Reading Instruction

What is Guided Reading?

Guided reading is a teaching approach designed to meet individual students needs, based on their instructional reading level. Teachers use the Benchmark Assessment System (BAS) to find each student’s instructional and independent reading levels. With this data, teachers form small groups, based on each student’s instructional reading level. Guided reading groups target specific skills, vocabulary, and comprehension strategies to support each child’s reading development. Over time students are introduced to more complex texts and progress is monitored by the teacher to reflect growth in reading. Guided reading groups are fluid; meaning changes are made throughout the year as student’s progress at their own pace.

How is the Benchmark Assessment System (BAS) administered?

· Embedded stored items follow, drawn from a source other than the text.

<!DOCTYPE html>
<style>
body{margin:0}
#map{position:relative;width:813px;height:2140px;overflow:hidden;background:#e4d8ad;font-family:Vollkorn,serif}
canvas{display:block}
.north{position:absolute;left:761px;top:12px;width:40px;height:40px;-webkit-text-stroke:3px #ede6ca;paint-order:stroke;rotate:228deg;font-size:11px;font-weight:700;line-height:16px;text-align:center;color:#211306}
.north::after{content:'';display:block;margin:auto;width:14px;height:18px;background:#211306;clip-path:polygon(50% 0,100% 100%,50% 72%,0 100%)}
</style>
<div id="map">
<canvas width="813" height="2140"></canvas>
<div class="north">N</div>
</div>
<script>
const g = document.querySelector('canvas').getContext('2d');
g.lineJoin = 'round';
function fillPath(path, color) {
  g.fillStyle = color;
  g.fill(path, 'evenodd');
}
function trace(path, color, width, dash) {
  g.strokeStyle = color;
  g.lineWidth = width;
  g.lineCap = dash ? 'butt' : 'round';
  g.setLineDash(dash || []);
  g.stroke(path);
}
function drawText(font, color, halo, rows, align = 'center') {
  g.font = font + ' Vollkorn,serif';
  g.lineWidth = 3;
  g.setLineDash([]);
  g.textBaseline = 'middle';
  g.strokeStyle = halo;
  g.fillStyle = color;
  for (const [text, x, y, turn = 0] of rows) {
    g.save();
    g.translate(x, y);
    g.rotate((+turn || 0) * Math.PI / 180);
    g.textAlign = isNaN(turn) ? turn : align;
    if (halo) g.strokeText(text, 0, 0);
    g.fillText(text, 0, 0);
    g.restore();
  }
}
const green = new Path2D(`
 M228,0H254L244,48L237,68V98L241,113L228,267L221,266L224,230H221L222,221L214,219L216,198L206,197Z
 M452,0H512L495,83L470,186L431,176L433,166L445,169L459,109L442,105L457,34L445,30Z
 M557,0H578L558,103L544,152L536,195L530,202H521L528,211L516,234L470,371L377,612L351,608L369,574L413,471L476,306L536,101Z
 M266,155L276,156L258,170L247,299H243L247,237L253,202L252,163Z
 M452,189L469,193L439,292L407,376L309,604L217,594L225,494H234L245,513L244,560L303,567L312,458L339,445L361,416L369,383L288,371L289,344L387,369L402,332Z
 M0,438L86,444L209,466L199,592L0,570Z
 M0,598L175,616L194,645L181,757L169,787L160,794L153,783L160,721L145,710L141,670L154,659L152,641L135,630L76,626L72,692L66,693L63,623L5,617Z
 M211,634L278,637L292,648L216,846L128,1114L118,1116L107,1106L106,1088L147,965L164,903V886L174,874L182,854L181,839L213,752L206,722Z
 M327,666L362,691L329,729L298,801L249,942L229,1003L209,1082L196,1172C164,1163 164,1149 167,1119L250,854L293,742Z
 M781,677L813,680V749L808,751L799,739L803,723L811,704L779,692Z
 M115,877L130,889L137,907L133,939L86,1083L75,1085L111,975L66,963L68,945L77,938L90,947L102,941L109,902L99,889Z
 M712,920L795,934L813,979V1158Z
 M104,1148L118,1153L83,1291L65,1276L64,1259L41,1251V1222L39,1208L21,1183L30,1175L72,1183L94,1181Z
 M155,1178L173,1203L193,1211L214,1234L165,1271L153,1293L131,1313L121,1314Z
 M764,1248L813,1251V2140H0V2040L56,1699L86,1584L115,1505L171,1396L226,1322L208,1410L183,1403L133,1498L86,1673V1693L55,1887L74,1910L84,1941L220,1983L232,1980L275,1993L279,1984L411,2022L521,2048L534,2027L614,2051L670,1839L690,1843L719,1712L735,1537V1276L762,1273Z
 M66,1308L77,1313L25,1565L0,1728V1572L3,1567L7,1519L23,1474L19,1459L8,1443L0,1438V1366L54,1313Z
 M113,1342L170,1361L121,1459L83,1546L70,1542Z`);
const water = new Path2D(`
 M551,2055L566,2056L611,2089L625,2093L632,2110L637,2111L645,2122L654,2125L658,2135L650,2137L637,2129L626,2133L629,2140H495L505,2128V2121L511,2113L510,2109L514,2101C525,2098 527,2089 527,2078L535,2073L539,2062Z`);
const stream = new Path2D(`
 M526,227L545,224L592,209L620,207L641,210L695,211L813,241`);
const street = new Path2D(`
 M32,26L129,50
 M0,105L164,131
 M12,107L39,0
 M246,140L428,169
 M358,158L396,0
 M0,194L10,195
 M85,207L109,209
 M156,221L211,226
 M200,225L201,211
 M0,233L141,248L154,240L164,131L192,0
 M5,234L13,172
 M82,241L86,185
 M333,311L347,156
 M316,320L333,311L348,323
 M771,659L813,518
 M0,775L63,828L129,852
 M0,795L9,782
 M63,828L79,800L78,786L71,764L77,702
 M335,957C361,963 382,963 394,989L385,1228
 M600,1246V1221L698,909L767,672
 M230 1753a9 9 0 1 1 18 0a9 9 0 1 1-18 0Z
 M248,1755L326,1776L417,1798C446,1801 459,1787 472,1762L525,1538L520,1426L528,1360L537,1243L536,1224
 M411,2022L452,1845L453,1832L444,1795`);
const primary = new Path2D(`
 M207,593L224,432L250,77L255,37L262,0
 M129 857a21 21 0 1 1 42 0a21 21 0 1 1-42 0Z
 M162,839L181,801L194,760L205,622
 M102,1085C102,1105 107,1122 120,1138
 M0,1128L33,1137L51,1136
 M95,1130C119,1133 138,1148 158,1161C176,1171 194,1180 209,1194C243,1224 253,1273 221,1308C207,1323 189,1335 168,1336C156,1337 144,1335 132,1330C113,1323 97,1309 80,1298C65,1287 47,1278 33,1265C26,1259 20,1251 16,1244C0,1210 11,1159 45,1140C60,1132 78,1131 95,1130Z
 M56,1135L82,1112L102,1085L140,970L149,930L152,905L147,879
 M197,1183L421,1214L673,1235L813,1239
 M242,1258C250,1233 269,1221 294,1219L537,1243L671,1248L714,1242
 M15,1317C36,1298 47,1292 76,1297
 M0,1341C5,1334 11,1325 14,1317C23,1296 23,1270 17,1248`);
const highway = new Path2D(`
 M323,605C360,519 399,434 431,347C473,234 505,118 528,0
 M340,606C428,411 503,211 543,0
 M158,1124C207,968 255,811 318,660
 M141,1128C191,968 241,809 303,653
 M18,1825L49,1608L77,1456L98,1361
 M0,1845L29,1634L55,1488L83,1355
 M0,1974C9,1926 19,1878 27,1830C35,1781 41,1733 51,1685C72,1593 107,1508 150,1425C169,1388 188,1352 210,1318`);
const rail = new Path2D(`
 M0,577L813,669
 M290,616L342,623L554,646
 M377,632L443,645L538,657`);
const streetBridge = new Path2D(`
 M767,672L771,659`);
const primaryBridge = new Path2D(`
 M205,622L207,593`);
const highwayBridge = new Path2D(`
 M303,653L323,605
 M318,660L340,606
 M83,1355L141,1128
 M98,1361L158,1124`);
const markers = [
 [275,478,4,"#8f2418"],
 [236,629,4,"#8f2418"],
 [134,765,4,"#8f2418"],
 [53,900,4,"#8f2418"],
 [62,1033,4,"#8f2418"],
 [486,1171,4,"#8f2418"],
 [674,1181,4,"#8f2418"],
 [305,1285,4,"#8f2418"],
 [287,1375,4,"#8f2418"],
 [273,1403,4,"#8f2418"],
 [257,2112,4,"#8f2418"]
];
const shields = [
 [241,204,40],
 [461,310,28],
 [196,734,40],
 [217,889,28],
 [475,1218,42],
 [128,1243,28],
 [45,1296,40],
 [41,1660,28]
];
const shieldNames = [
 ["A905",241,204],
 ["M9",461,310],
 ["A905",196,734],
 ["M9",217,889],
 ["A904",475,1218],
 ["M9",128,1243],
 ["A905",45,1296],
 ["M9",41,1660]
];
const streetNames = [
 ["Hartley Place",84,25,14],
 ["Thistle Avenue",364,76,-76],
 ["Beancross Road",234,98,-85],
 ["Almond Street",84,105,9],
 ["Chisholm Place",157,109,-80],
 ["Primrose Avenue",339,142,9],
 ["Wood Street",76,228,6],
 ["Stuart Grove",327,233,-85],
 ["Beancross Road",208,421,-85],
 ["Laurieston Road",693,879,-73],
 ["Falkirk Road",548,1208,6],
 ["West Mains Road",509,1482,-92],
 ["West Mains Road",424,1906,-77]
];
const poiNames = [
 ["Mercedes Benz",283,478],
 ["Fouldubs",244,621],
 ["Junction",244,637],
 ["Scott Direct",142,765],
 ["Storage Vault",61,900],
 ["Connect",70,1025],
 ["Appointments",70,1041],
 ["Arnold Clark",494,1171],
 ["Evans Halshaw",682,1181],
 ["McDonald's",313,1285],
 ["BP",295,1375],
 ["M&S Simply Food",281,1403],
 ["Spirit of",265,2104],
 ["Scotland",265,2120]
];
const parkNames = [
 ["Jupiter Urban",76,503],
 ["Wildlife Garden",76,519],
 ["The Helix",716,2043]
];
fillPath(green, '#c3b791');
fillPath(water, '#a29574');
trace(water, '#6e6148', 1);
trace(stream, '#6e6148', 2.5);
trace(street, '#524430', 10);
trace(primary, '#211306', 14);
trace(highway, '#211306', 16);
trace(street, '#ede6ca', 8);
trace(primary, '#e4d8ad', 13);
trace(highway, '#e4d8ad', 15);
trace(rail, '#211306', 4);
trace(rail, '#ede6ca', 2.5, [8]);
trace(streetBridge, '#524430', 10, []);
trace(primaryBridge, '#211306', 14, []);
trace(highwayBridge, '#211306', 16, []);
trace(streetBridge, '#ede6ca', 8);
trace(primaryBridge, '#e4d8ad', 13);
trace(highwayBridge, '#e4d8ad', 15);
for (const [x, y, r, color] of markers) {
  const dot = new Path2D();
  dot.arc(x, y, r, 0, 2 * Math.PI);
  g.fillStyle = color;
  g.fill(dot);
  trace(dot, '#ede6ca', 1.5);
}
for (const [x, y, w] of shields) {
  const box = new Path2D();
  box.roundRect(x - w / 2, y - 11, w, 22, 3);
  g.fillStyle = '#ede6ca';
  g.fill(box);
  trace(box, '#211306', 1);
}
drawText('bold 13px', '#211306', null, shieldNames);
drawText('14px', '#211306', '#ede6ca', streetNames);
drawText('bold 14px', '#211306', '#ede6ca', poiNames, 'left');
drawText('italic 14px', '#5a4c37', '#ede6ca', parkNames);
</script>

The BAS provides a valuable conversation between the teacher and the student about reading comprehension. Students are tested individually and are called to read a book and answer questions about the story. The teacher sits beside the student to notice important reading behaviors and record the student’s errors in a running record. Based on the running record, we can determine an accuracy rate and a fluency score. The child is then asked questions to determine their understanding of the story within the text, about the text and beyond the text. All of this data is valuable to the teacher in getting to know each student as a reader. The BAS is administered on fiction stories twice a year (fall/spring) for students reading on grade level. For students performing below grade level, the BAS is administered again in January on nonfiction texts to monitor progress and determine if intervention is needed.